Electroactive porous materials for the selective electrochemical reduction of CO₂

CO2 is a greenhouse gas (GHG) product of fuel combustion with an atmospheric concentration of over 400 ppm. Research and technologies towards its capture, storage and conversion are being developed. Porous materials play a vital role in this field, particularly conjugated microporous polymers (CMPs). CMPs combine π-conjugated structures with permanent porosity, and high thermal and chemical stability. Poly(aniline) is a highly conductive polymer that has tuneable redox properties suitable for a wide variety of applications particularly energy storage and catalysis.
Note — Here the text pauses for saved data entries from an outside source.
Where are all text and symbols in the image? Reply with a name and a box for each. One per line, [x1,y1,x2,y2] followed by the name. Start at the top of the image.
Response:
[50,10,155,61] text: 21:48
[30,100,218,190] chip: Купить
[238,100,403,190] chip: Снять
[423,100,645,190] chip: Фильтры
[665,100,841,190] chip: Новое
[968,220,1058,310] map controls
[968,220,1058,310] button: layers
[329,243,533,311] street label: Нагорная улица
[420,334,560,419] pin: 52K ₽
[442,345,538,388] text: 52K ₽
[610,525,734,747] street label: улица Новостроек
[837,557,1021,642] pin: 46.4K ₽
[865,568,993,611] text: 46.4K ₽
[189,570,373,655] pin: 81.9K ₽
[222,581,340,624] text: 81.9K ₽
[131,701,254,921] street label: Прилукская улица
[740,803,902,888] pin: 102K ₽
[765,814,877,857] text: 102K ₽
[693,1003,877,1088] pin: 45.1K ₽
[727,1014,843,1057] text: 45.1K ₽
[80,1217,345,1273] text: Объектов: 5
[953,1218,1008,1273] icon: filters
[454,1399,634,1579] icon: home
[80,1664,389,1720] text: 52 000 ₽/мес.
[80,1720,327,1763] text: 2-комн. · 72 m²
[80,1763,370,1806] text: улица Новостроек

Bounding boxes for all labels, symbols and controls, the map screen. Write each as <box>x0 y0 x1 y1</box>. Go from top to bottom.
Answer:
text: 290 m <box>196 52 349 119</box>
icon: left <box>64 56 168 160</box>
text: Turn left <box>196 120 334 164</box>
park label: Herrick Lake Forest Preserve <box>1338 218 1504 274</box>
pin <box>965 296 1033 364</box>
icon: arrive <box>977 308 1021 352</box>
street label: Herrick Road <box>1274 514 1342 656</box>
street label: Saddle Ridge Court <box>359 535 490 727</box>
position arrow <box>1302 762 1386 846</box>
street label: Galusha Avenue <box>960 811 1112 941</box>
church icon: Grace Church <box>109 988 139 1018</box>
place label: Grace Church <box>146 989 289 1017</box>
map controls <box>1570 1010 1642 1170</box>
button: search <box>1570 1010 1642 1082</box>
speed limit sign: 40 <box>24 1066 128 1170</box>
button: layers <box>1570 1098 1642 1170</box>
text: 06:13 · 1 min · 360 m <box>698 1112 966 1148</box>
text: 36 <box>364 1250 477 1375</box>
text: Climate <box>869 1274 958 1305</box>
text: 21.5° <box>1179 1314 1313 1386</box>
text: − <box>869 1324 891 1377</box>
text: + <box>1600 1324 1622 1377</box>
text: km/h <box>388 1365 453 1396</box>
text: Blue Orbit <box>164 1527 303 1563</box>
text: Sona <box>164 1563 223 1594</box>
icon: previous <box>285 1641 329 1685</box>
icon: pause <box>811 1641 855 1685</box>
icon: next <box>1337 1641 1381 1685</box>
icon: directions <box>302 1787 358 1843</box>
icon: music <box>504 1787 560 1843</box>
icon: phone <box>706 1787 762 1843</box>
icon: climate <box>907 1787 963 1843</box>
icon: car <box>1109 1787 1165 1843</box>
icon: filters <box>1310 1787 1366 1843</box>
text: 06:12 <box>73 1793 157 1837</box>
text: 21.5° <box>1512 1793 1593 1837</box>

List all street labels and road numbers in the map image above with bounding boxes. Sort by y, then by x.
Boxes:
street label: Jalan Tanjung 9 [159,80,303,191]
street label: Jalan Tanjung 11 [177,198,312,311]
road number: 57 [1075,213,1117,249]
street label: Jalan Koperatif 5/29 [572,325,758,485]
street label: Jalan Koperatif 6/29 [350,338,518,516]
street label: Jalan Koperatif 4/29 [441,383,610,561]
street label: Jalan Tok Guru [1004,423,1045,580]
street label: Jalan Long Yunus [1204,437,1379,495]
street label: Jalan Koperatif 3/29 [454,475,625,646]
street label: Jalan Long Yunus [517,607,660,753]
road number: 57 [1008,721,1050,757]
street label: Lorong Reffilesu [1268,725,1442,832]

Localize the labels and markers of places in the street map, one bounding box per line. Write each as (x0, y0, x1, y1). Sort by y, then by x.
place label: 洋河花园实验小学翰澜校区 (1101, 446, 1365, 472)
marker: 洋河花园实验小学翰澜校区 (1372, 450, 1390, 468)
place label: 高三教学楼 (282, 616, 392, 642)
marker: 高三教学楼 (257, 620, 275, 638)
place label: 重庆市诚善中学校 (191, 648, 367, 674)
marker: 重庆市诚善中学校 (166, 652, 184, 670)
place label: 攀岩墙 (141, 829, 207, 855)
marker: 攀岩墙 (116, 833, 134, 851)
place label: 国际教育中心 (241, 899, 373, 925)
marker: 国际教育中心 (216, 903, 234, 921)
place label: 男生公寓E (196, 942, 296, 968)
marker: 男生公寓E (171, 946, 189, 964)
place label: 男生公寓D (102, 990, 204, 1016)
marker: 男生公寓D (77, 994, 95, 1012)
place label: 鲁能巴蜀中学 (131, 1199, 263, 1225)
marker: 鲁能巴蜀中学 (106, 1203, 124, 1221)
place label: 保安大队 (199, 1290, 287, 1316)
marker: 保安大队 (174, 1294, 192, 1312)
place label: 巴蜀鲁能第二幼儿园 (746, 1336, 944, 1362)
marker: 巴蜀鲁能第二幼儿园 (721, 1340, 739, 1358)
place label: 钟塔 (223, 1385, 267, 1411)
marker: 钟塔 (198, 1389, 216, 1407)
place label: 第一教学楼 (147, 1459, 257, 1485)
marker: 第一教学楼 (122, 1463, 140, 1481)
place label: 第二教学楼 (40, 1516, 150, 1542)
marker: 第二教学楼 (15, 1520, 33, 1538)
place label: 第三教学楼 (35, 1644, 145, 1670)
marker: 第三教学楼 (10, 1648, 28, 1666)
Poly(triphenylamine) (PTPA) CMPS are a poly(aniline)-based microporous polymer. PTPA CMPs were synthesised via Buchwald-Hartwig cross-coupling reaction. In addition, the properties of the network (e.g. porosity and band-gap) can be tuned by controlling the synthesis conditions such as temperature, solvent, reaction time, core-to-linker ratio and the addition of a salt. The validity and accuracy of the theory used to analyse the isotherms of N2 and CO2 measurements is discussed. Owing to poly(aniline)'s intrinsic redox properties, these polymers are electrocatalytically active towards CO2 reduction to fuels and feedstock at low overpotentials. CO2 electrochemical reduction (CO2ECR) was explored using a standard three-electrode two-compartment cell and a gas diffusion electrolyser (GDE) to evaluate the electrocatalytic behaviour of PTPA networks as electroactive porous materials (EPMs) in an aqueous and a gaseous environment. The results indicate the promising opportunities of CMPs for CO2ECR and its role in tackling climate change and the energy crisis.